What to do
If a line in the records below holds the word "Summarize", copy it.
Segment Start: Data to examine
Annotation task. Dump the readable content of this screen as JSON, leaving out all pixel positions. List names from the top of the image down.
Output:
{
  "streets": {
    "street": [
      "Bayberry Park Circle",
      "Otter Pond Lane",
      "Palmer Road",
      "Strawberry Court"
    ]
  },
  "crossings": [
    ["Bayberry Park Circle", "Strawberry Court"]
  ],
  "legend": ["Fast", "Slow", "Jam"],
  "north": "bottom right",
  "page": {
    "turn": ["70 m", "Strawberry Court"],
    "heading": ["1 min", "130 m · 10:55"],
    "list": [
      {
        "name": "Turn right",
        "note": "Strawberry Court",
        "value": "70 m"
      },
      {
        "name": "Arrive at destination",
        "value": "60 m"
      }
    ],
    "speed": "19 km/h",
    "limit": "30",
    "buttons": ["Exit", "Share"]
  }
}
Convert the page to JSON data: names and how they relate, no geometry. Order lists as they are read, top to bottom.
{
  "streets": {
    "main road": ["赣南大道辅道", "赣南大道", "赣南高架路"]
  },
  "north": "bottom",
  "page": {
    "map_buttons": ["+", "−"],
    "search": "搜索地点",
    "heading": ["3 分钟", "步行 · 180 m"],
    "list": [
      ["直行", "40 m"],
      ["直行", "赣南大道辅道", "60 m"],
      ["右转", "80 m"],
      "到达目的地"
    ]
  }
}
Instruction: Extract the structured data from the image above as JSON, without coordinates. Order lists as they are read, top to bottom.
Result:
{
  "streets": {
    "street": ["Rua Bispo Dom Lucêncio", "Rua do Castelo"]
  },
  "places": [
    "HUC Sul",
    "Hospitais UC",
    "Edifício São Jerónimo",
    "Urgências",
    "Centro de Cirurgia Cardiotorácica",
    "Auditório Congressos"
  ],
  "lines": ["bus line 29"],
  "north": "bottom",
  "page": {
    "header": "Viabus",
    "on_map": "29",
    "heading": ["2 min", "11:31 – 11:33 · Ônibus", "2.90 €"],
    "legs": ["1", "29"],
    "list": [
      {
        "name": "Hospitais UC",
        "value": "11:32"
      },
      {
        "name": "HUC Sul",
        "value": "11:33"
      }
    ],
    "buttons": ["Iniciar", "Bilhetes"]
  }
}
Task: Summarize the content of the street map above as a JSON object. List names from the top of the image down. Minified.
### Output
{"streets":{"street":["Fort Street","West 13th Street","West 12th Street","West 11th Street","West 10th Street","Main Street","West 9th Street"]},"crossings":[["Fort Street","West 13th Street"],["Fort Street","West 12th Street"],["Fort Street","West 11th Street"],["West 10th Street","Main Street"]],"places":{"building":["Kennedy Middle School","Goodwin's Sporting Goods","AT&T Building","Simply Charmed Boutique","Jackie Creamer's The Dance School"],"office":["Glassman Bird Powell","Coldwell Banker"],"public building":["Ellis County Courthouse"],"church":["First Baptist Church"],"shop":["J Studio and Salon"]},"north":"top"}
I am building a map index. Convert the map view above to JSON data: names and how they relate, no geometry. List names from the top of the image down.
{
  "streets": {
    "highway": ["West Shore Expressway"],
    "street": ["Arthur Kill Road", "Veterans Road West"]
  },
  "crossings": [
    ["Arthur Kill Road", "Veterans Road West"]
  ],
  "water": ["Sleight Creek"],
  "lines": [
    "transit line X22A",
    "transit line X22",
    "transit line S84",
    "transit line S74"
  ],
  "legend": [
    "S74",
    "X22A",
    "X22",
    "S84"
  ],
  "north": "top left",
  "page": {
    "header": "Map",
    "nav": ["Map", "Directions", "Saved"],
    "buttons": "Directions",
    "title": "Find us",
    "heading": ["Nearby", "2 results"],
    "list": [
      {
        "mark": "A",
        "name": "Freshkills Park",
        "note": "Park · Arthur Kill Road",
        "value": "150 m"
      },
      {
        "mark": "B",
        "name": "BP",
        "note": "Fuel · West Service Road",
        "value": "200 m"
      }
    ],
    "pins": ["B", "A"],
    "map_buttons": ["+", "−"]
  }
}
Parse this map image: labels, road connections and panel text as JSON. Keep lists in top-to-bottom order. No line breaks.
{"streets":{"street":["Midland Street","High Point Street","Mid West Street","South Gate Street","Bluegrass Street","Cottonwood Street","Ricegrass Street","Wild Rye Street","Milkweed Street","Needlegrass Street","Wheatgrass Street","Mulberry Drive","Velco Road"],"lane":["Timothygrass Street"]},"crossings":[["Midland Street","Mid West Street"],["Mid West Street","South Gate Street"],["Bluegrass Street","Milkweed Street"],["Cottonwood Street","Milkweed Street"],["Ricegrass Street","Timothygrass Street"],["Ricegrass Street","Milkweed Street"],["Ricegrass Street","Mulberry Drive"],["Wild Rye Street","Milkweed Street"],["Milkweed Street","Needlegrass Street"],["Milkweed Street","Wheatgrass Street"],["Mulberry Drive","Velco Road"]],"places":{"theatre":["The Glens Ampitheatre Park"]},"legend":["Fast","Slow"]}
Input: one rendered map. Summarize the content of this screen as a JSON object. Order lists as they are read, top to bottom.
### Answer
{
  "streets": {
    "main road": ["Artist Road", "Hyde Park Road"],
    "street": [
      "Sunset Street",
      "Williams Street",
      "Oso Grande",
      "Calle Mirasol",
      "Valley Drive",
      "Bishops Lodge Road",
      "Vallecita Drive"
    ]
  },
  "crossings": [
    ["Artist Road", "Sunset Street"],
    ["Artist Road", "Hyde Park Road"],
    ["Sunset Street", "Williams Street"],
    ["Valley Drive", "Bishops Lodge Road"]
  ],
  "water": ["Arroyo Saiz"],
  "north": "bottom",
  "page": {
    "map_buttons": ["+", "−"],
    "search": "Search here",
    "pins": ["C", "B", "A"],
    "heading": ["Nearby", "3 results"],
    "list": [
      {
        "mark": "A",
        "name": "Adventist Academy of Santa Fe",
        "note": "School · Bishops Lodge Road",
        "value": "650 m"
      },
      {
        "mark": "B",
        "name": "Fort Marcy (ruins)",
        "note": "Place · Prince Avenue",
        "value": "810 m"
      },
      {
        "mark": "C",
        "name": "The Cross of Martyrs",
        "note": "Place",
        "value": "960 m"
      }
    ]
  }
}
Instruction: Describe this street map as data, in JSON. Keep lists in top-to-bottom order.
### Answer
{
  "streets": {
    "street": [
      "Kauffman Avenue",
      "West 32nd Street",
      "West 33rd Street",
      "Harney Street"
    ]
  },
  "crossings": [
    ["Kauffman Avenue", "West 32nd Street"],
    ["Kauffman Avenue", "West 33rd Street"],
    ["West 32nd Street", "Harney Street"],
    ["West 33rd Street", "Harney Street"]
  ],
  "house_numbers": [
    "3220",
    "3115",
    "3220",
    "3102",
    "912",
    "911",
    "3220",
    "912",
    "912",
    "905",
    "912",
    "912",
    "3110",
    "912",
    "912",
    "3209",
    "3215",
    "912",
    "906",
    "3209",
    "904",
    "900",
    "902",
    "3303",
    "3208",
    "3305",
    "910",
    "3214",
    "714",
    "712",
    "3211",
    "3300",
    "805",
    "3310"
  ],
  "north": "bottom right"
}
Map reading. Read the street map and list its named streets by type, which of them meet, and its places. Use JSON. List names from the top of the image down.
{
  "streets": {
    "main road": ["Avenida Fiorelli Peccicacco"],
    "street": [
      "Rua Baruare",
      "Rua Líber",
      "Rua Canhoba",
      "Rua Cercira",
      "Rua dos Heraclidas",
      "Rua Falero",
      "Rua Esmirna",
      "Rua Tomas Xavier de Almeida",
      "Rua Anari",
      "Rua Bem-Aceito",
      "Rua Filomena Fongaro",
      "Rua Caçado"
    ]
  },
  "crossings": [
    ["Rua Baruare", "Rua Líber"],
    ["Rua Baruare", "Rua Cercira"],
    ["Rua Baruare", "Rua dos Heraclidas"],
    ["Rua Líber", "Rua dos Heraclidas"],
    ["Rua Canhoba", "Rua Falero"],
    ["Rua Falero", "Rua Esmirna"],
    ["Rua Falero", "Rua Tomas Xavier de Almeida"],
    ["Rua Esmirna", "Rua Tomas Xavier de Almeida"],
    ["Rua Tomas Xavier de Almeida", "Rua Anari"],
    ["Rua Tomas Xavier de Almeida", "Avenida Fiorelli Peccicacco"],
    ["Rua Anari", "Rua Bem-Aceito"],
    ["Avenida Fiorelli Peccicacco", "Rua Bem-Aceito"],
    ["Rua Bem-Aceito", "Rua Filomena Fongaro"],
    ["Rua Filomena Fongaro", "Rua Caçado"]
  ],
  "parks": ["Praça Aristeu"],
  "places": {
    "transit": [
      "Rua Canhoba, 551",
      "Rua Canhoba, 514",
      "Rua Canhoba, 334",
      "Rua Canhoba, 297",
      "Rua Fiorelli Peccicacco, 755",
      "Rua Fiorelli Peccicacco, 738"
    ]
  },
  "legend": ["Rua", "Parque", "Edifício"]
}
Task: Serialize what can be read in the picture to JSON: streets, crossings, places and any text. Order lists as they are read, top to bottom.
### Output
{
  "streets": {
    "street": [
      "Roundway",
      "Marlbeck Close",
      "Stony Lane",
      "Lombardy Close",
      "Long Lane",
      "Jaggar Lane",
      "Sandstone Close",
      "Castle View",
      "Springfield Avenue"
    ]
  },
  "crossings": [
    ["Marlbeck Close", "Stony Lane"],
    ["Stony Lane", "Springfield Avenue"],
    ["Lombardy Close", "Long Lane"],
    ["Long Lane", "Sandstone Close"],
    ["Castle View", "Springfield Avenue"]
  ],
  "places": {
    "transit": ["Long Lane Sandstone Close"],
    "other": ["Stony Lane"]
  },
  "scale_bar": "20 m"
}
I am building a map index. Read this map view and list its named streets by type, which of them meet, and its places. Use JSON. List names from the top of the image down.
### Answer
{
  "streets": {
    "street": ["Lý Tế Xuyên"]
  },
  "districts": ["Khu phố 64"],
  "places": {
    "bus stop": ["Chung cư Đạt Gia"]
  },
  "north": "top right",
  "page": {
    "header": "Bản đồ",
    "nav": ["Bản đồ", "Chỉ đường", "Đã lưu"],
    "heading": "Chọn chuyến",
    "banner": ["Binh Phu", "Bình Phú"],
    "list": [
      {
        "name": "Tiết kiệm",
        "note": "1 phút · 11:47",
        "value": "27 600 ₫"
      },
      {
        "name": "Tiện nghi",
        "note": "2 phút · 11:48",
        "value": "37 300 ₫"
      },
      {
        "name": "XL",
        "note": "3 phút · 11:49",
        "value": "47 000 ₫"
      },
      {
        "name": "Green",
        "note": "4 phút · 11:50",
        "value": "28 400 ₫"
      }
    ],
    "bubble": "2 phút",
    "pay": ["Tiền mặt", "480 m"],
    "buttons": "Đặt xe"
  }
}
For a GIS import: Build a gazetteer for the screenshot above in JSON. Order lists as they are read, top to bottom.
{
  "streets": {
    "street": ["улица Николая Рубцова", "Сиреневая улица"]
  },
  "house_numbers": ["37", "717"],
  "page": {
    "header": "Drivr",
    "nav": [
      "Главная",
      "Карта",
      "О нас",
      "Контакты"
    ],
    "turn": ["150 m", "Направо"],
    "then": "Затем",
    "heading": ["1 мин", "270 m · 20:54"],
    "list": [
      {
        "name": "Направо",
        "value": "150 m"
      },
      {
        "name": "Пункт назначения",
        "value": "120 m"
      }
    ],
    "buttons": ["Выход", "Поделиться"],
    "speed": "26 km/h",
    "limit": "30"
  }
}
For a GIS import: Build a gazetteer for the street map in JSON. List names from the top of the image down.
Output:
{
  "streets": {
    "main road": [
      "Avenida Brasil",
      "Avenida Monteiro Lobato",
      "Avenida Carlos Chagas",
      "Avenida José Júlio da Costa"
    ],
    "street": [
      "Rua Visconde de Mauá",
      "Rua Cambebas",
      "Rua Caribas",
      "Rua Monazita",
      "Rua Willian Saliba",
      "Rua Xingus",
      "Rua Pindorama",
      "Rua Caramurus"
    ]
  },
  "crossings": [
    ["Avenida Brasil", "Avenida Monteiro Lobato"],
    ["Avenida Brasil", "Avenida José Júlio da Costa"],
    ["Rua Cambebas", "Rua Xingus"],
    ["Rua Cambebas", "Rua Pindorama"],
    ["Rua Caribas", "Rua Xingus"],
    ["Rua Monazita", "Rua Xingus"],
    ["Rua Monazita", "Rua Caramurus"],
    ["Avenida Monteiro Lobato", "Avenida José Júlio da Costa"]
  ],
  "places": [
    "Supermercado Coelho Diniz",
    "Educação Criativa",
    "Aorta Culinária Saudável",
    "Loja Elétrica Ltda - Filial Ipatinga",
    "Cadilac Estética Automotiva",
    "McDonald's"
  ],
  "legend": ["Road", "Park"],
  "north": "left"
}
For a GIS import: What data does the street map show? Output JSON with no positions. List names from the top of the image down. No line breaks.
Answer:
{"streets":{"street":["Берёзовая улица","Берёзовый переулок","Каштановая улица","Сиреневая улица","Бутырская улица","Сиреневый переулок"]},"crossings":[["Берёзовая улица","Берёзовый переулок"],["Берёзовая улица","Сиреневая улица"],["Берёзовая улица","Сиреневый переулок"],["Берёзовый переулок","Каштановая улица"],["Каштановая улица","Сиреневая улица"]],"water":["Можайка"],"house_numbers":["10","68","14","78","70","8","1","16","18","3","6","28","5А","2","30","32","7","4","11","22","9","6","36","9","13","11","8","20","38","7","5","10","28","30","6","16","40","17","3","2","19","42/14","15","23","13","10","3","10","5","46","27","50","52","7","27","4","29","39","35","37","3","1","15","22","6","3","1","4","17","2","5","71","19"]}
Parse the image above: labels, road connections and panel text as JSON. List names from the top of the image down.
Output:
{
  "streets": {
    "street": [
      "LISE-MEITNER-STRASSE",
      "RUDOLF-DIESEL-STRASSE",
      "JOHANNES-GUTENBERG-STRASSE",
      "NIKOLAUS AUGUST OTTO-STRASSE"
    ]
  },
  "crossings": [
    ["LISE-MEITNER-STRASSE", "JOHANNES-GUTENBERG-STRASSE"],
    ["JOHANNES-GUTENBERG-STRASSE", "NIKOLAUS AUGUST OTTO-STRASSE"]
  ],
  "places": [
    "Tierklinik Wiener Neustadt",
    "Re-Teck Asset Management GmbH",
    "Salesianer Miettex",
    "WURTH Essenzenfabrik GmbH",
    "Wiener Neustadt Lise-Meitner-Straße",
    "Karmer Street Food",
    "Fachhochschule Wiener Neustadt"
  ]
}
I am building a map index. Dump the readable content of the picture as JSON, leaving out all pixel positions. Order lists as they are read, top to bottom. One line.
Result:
Segment End: Data to examine
Result for this exercise
Task: Summarize the content of the street map above as a JSON object. List names from the top of the image down. Minified.
Input: one rendered map. Summarize the content of this screen as a JSON object. Order lists as they are read, top to bottom.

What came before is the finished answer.